2022-03-31 15:35:19

by Jan Kara

[permalink] [raw]
Subject: Re: [PATCH 1/2] nfsd: Fix a write performance regression

On Thu 31-03-22 09:54:01, [email protected] wrote:
> From: Trond Myklebust <[email protected]>
>
> The call to filemap_flush() in nfsd_file_put() is there to ensure that
> we clear out any writes belonging to a NFSv3 client relatively quickly
> and avoid situations where the file can't be evicted by the garbage
> collector.
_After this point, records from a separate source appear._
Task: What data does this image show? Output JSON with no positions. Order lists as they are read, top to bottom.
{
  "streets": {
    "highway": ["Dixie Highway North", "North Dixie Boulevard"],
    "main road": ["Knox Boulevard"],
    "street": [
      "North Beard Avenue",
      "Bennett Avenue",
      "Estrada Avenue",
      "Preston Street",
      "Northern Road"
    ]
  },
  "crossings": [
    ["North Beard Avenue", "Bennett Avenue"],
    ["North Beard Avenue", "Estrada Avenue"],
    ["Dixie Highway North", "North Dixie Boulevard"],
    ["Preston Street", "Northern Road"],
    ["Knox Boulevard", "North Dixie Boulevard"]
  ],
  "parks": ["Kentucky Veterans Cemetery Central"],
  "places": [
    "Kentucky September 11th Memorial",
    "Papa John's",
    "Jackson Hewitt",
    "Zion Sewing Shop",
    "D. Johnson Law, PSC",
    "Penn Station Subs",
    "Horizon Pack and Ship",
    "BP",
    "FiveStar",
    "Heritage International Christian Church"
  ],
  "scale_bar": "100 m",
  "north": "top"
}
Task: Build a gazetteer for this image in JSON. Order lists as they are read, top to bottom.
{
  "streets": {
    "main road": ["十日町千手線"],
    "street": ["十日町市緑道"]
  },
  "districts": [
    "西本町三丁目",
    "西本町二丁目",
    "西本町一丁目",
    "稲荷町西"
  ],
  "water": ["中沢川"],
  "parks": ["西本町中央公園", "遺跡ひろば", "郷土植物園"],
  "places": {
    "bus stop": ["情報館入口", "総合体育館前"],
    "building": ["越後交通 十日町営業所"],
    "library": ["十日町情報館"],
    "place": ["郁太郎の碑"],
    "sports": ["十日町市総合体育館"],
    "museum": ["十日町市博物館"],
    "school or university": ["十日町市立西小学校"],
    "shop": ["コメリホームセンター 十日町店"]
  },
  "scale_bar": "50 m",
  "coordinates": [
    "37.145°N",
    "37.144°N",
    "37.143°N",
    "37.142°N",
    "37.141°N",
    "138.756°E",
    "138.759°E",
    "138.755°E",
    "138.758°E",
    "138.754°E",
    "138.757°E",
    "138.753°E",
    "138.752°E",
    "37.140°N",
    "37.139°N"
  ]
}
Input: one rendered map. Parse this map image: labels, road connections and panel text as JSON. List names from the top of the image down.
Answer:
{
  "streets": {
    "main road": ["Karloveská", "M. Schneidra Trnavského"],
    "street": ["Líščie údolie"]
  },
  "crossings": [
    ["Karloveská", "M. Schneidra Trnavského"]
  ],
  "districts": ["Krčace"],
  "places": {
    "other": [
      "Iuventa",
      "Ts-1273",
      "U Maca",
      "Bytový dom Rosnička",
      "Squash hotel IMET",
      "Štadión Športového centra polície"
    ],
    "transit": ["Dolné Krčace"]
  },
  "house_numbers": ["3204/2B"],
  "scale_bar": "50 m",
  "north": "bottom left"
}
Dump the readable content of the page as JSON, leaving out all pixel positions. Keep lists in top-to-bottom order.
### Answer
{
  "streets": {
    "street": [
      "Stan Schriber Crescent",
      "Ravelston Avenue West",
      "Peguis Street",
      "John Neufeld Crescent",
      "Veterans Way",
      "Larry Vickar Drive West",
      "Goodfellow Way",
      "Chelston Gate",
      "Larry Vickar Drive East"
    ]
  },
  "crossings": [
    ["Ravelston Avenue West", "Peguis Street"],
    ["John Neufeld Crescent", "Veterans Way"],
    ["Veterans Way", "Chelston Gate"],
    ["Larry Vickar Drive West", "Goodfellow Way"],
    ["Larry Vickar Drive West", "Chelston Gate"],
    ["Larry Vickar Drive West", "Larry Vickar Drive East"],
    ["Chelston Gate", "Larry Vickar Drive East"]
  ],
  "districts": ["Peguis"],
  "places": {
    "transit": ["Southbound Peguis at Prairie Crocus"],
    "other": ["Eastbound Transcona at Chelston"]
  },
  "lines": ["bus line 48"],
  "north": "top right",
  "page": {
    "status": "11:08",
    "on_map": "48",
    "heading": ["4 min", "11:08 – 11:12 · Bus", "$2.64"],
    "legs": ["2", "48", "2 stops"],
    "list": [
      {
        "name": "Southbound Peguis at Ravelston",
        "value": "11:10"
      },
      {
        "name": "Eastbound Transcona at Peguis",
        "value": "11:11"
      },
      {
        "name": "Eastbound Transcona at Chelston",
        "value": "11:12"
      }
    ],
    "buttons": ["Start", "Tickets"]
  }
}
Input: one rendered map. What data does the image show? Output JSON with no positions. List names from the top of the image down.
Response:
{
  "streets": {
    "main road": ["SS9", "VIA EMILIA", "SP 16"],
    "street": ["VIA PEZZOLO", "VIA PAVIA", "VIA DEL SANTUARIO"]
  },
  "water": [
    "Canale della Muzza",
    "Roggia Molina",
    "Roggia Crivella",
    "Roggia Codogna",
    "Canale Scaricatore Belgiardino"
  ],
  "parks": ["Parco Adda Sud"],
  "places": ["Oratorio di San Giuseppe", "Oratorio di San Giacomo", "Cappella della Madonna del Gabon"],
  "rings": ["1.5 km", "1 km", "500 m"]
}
It also ensures that we detect write errors quickly.
>
> The problem is this causes a regression in performance for some
> workloads.
>
> So try to improve matters by deferring writeback until we're ready to
> close the file, and need to detect errors so that we can force the
> client to resend.
>
> Tested-by: Jan Kara <[email protected]>
> Fixes: b6669305d35a ("nfsd: Reduce the number of calls to nfsd_file_gc()")
> Signed-off-by: Trond Myklebust <[email protected]>

Perphaps you could add:

Link: https://lore.kernel.org/all/[email protected]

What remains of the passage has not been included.